Jeanie: You bring up so many interesting things for me, and I want to make sure our readers or our listeners know that this book is nonfiction which means even though I said the word “character,” Sasha is a real person.

Caitlin: Correct.

Jeanie: And Sasha’s parents are real people.

The introduction to Sasha in this book is such an empathy-building experience because you get to see Sasha’s journey as they figure out that they’re agender.

As they explore like, “Who am I really and what do labels mean?” Page 33 in this book, in particular, is just such a primer on the language of gender.

Caitlin: Correct it’s a whole different world. I think if you’re someone who is… I don’t want to say lucky enough to be born knowing how you identify, but in a way, it is a sense of luck that you don’t have to go through that battle of like, “Who am I, and what does this mean? How come there’s not a label for me? It’s not easy for me to fill out a census that says male, female, other.” I think that page 33 is just helpful for educators and adults everywhere, but especially if you’re working in a school because you never know what kind of kid is coming through your door.

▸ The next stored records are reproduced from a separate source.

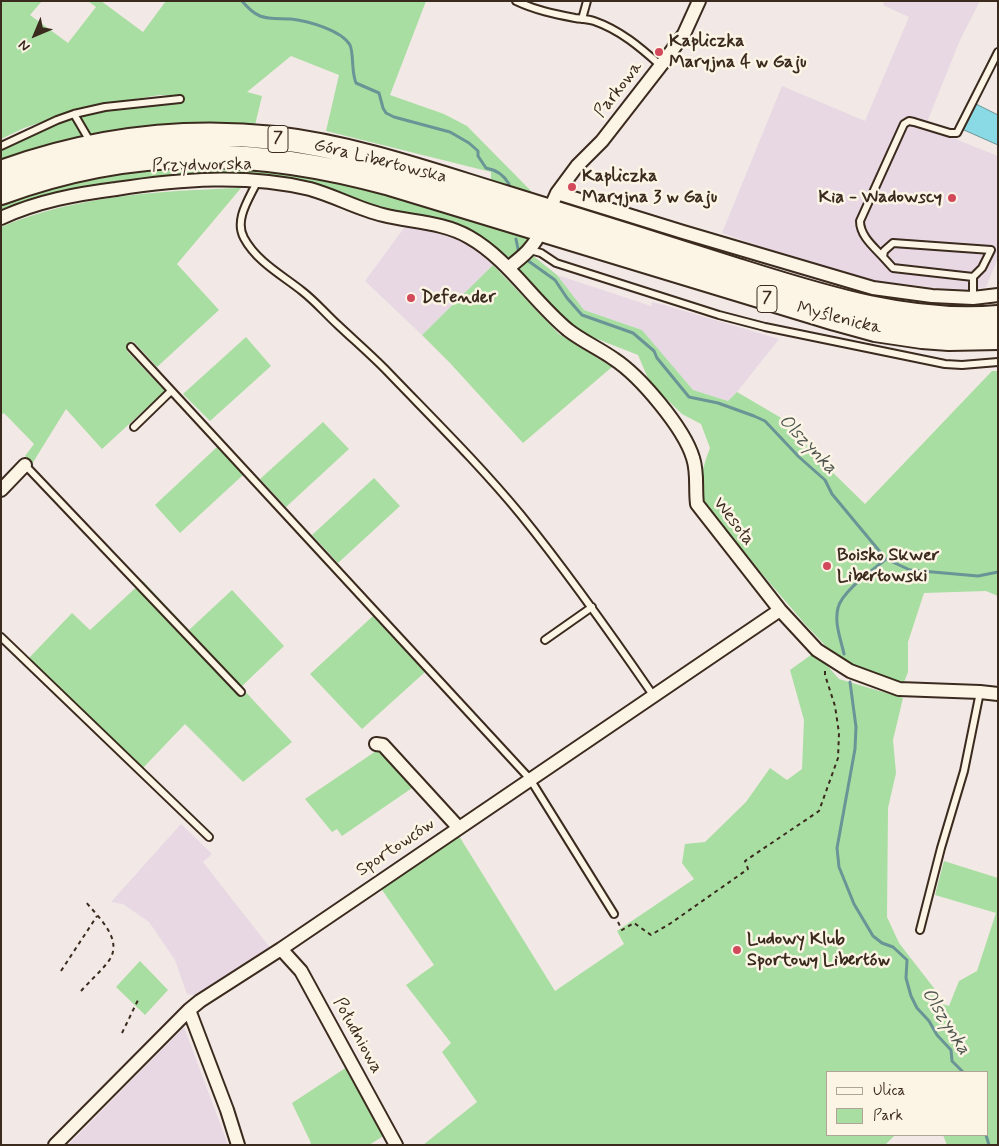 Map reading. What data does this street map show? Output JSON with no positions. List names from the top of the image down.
{
  "streets": {
    "highway": ["7", "Góra Libertowska", "Myślenicka"],
    "street": [
      "Parkowa",
      "Przydworska",
      "Wesoła",
      "Sportowców",
      "Południowa"
    ]
  },
  "crossings": [
    ["Parkowa", "Góra Libertowska"],
    ["Parkowa", "Myślenicka"],
    ["Góra Libertowska", "Myślenicka"],
    ["Przydworska", "Wesoła"],
    ["Wesoła", "Sportowców"],
    ["Sportowców", "Południowa"]
  ],
  "water": ["Olszynka"],
  "places": [
    "Kapliczka Maryjna 4 w Gaju",
    "Kapliczka Maryjna 3 w Gaju",
    "Kia - Wadowscy",
    "Defender",
    "Boisko Skwer Libertowski",
    "Ludowy Klub Sportowy Libertów"
  ],
  "legend": ["Ulica", "Park"],
  "north": "bottom left"
}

Jeanie: I’m going to read a little bit of page 33. The title of the chapter is called, “Gender, Sex, Sexuality, Romance: Some Terms.”

Because language is evolving rapidly, and because different people have different preferences, always adopt the language individuals use about themselves even if it differs from what’s here.

That’s powerful.

Caitlin: I agree.

Jeanie: To me, that speaks of self-determination.

That as humans, we have the right to decide how we want to be referred, what we want to be called.

Caitlin: I agree. I think as educators, even though we work with children, people know who they are and how they want to be identified. It’s a very powerful page to read.

Jeanie: It continues on with terms for gender and sex, which is almost a full page. Agender is defined as:

doesn’t identify as any gender

and that’s how Sasha identifies. It continues on with terms for sexuality and terms for romantic inclination.

I really appreciate how it breaks these down to terms for gender, terms for sexuality which is different, and then terms around romantic inclination, which is also different.

It breaks them apart in ways that we don’t often do as a culture.

When we had… a couple years back, we had some transgendered students at my former school, Green Mountain Middle and High School, and it was a confusing time for faculty.

I feel like reading Sasha’s experience would have been really helpful.

The resource that was super helpful to us was Outright Vermont.

Caitlin: Yes, we love, we had Outright come last year and do a training with us. We love Outright Vermont.

Jeanie: Would you talk a little bit about what that looks like?

Caitlin: Sure. I’m sorry I can’t remember who it was, but it was a wonderful woman who came and did this presentation for our faculty last year. We also have students who are transgender and who are questioning and we want to be as supportive as possible for our kids. They basically broke this down, right.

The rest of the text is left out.